Upon first hearing that Swiss independent politician Daniel Graf wants to ban kebabs, you might think that he has a point. Y'know, what with the whole dodgy, unidentifiable meat thing and the questionable journey it probably took to get to your polystyrene container.
Launched two weeks ago, Graf's anti-kebab campaign website soon sparked outrage among chefs in Turkey. But it was only yesterday that he revealed his real motive for taking such a hardline stance on the favourite drunk food.
Graf's true motive? Burqas.
Yesterday, Swiss parliament approved a draft law proposed by the right wing Swiss People's Party, which would ban the body-covering dress. While it's still far from being made a reality, Graf decided to raise his opposition to the ban in an attention-grabbing way.

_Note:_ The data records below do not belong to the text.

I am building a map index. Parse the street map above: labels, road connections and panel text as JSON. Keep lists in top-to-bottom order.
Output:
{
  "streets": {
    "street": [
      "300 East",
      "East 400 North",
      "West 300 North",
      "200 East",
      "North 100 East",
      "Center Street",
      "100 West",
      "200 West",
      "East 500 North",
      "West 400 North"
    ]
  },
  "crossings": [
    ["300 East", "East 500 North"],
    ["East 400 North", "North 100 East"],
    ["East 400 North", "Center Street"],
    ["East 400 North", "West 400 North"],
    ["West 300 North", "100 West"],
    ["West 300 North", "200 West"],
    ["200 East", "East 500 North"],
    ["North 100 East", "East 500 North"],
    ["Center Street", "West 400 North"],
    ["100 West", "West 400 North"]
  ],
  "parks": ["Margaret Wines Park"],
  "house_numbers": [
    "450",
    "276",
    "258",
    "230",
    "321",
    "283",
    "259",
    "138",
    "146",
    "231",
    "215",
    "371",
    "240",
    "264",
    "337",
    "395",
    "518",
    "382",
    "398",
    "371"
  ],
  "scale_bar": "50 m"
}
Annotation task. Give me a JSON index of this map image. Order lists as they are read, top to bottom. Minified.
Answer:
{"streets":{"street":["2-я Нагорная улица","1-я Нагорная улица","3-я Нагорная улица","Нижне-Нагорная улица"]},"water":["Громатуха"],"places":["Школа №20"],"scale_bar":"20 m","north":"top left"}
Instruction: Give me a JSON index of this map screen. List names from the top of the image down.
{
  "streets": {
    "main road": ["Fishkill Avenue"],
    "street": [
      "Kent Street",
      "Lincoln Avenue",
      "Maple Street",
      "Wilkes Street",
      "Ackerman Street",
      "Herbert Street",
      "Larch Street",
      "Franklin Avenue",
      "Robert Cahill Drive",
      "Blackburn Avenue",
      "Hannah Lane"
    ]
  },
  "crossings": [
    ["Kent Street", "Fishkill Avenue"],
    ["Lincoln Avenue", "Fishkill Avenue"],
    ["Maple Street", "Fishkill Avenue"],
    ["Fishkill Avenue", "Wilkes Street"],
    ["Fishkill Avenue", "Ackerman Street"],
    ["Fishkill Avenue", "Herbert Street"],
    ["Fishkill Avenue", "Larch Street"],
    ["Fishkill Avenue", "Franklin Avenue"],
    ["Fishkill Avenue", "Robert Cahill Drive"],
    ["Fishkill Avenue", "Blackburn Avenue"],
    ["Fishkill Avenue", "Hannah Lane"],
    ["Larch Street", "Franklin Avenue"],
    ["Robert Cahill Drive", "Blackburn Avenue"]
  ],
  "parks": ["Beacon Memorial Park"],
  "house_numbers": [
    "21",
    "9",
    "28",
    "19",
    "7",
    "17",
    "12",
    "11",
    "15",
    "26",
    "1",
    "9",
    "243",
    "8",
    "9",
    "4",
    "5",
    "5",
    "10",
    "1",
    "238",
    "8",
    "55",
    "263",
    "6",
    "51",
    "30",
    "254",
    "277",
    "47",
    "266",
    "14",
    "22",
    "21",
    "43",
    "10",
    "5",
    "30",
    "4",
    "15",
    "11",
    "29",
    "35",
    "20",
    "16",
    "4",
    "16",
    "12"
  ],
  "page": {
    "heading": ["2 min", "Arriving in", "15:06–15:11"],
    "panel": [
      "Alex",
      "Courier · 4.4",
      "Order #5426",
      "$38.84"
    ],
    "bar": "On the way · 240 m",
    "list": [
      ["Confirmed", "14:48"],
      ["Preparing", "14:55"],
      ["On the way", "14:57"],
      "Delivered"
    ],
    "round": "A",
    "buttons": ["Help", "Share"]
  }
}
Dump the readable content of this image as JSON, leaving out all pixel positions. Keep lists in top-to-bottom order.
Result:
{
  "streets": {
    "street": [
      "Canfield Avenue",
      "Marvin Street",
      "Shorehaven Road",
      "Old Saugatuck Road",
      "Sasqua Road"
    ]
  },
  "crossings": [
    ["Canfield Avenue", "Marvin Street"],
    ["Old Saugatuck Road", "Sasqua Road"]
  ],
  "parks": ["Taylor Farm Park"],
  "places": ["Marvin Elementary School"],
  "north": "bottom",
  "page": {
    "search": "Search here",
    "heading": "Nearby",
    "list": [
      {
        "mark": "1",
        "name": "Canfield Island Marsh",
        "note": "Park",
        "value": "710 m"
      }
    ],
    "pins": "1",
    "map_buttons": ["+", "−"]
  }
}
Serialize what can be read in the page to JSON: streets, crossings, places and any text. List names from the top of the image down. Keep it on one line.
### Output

And that's where kebabs come in.
Speaking to The Local, Graf explained that he launched his anti-kebab campaign and petition, which currently has more than 1,000 signatures, to talk about the "complicated" issues in everyday terms: "I started the idea of this kebab ban because if you say, 'Hey, let's collect signatures for a kebab ban,' everyone says, 'This is a very stupid idea, you are fools.' So then you can say, 'Yes, OK, maybe you are right, but there is another thing which sounds rather similar—the burqa ban, it's also foolish.'"
Graf added: "You can't control [the burqa ban debate] with argument and sense, that's why we need a debate that connects with people in their daily life and the kebab is in daily life so it works very well and people start to discuss it."
Switzerland's burqa ban debate will continue, going next to the Swiss Council of States or to a public vote.
Graf might have to watch out with his own ditch-the-kebab campaign, though. Any petition that receives more than 100,000 signatures in Switzerland automatically triggers a referendum.
The Swiss better get their doners while they still can.